— Task directions —
In the records below, tally every line containing "stop". Report only the total.

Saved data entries
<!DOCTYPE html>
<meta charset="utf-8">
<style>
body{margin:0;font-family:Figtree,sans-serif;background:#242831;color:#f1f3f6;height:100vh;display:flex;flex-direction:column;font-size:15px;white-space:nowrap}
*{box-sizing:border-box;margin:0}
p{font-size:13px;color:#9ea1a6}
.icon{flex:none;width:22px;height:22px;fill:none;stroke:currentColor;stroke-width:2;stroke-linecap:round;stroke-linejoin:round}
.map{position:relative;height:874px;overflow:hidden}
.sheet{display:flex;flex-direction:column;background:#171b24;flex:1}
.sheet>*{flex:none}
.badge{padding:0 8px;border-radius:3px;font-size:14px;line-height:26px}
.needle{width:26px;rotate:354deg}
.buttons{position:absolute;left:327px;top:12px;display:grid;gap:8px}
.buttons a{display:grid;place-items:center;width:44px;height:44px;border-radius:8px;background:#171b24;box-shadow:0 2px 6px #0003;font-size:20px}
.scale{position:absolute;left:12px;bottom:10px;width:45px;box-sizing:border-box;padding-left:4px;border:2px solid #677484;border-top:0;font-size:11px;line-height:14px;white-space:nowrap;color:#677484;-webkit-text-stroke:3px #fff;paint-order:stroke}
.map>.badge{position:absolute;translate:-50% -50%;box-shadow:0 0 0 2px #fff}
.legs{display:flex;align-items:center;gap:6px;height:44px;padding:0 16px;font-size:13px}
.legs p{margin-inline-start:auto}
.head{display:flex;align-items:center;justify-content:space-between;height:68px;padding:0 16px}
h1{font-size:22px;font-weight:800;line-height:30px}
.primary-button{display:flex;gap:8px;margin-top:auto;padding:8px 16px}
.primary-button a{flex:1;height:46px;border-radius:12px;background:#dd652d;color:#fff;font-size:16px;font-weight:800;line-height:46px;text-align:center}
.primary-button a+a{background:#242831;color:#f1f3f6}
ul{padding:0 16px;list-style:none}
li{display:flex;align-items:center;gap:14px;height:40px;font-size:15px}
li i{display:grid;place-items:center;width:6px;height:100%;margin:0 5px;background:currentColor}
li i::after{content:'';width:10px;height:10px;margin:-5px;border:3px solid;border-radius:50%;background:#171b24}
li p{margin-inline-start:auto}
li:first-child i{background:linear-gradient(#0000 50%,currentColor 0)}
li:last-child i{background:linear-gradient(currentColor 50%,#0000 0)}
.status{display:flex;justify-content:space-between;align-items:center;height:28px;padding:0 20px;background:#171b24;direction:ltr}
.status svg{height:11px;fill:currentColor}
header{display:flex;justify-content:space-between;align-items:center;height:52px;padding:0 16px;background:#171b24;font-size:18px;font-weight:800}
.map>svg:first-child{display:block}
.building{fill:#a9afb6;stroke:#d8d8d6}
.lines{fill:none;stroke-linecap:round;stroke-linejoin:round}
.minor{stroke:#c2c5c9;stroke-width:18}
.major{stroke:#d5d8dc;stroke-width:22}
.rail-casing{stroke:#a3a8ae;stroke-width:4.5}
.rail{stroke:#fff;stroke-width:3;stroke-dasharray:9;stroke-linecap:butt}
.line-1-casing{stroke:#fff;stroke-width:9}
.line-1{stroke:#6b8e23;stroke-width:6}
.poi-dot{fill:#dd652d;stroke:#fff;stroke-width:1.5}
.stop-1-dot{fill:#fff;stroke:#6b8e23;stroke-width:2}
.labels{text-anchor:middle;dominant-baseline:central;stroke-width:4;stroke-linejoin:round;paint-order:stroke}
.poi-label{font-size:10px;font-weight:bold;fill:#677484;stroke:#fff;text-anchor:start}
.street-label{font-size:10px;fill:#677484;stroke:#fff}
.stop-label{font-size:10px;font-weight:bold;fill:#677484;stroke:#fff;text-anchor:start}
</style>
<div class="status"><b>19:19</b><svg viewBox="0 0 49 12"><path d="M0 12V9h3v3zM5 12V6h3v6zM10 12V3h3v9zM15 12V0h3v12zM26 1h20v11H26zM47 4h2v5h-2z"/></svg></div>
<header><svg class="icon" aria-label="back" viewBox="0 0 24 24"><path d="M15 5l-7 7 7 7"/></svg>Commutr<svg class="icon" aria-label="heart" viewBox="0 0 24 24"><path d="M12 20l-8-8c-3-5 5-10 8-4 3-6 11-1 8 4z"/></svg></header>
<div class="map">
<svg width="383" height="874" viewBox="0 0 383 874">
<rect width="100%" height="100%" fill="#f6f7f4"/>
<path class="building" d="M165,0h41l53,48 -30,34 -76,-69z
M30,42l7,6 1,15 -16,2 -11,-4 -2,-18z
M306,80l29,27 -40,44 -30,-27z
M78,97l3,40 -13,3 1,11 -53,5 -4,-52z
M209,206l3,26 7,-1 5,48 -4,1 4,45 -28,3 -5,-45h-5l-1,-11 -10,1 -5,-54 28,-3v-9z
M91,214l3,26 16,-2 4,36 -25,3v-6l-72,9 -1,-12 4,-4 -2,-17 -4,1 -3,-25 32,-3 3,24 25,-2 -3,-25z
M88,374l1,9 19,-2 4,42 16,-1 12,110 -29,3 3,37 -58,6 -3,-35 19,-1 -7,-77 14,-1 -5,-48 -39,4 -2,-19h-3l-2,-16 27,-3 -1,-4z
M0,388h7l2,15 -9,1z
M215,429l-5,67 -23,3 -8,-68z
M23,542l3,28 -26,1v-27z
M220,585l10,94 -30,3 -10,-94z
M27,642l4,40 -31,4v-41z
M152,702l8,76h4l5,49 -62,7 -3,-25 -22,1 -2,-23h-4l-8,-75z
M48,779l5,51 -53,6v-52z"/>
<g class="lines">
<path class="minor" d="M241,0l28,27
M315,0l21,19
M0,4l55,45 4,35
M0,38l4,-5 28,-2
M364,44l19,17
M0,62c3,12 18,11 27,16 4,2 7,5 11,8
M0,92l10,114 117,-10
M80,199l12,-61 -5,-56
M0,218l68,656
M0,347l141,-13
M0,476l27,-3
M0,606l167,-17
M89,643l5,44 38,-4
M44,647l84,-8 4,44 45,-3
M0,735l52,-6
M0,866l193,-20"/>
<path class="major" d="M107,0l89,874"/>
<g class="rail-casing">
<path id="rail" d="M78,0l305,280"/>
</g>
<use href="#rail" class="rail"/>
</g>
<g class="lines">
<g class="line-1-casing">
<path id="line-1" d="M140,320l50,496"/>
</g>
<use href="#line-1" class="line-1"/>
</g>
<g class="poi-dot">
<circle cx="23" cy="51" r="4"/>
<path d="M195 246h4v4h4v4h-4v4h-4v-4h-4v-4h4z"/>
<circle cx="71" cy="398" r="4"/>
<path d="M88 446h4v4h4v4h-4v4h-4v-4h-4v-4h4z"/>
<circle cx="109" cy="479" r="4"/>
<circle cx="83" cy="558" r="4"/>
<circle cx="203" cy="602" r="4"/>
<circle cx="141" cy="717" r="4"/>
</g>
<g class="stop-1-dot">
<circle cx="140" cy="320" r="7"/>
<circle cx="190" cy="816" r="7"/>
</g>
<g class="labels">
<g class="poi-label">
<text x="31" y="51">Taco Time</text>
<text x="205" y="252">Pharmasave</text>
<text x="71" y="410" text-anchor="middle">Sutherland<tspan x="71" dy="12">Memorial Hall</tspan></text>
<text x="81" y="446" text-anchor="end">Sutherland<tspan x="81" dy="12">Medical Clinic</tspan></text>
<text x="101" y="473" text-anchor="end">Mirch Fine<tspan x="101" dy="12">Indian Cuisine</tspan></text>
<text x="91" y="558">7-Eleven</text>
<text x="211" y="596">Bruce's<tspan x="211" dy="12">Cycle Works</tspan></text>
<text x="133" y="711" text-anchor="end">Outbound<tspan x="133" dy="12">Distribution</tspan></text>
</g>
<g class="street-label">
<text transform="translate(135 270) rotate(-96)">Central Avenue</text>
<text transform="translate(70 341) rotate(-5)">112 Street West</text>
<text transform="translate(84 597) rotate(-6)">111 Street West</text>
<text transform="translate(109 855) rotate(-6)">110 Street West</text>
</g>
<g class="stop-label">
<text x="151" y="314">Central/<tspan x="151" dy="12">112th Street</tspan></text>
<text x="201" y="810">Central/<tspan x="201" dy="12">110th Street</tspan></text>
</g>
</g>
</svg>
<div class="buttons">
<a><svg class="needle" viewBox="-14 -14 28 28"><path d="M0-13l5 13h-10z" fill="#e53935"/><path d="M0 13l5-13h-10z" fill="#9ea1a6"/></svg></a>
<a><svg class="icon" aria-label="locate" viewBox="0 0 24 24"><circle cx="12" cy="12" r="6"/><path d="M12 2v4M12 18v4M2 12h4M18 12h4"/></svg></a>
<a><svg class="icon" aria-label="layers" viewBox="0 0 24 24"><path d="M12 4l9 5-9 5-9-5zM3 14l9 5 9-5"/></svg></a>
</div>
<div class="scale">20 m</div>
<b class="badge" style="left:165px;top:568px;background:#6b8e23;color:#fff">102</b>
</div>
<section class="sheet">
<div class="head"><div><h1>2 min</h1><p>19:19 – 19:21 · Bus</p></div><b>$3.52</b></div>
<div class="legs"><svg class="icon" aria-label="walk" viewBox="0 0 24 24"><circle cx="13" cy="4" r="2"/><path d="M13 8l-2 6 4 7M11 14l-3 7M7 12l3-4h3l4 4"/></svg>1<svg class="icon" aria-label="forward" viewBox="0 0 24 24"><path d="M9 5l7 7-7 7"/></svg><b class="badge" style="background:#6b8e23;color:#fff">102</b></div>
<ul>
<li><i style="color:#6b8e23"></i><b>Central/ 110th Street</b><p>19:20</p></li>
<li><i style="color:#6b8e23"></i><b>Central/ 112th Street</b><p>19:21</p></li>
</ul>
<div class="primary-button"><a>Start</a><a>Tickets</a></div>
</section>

— Problem solution —
4